_Work order_
This exercise calls for the records to be repeated in full, exactly as written.

_Dataset entries_
***

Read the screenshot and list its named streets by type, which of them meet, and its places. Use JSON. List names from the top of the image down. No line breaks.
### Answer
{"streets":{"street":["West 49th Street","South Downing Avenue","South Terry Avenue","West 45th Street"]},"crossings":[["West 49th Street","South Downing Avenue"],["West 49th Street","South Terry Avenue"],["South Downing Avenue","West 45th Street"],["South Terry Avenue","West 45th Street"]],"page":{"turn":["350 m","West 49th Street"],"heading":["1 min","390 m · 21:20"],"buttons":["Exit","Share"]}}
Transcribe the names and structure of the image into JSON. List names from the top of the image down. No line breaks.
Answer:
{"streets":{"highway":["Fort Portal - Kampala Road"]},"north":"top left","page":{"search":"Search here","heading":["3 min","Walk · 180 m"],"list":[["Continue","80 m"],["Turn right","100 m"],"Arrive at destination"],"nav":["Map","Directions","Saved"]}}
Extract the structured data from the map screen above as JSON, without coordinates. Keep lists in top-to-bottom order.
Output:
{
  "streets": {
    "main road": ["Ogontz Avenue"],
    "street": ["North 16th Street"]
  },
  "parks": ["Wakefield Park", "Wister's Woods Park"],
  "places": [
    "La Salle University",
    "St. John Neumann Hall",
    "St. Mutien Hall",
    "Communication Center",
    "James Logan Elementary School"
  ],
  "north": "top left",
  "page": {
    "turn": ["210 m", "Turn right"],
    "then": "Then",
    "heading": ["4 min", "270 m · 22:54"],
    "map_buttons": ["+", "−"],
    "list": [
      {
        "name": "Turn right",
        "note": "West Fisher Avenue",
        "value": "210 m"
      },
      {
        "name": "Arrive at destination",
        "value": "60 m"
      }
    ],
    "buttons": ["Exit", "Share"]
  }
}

***

_Output for this exercise_
Read the screenshot and list its named streets by type, which of them meet, and its places. Use JSON. List names from the top of the image down. No line breaks.
### Answer
{"streets":{"street":["West 49th Street","South Downing Avenue","South Terry Avenue","West 45th Street"]},"crossings":[["West 49th Street","South Downing Avenue"],["West 49th Street","South Terry Avenue"],["South Downing Avenue","West 45th Street"],["South Terry Avenue","West 45th Street"]],"page":{"turn":["350 m","West 49th Street"],"heading":["1 min","390 m · 21:20"],"buttons":["Exit","Share"]}}
Transcribe the names and structure of the image into JSON. List names from the top of the image down. No line breaks.
Answer:
{"streets":{"highway":["Fort Portal - Kampala Road"]},"north":"top left","page":{"search":"Search here","heading":["3 min","Walk · 180 m"],"list":[["Continue","80 m"],["Turn right","100 m"],"Arrive at destination"],"nav":["Map","Directions","Saved"]}}
Extract the structured data from the map screen above as JSON, without coordinates. Keep lists in top-to-bottom order.
Output:
{
  "streets": {
    "main road": ["Ogontz Avenue"],
    "street": ["North 16th Street"]
  },
  "parks": ["Wakefield Park", "Wister's Woods Park"],
  "places": [
    "La Salle University",
    "St. John Neumann Hall",
    "St. Mutien Hall",
    "Communication Center",
    "James Logan Elementary School"
  ],
  "north": "top left",
  "page": {
    "turn": ["210 m", "Turn right"],
    "then": "Then",
    "heading": ["4 min", "270 m · 22:54"],
    "map_buttons": ["+", "−"],
    "list": [
      {
        "name": "Turn right",
        "note": "West Fisher Avenue",
        "value": "210 m"
      },
      {
        "name": "Arrive at destination",
        "value": "60 m"
      }
    ],
    "buttons": ["Exit", "Share"]
  }
}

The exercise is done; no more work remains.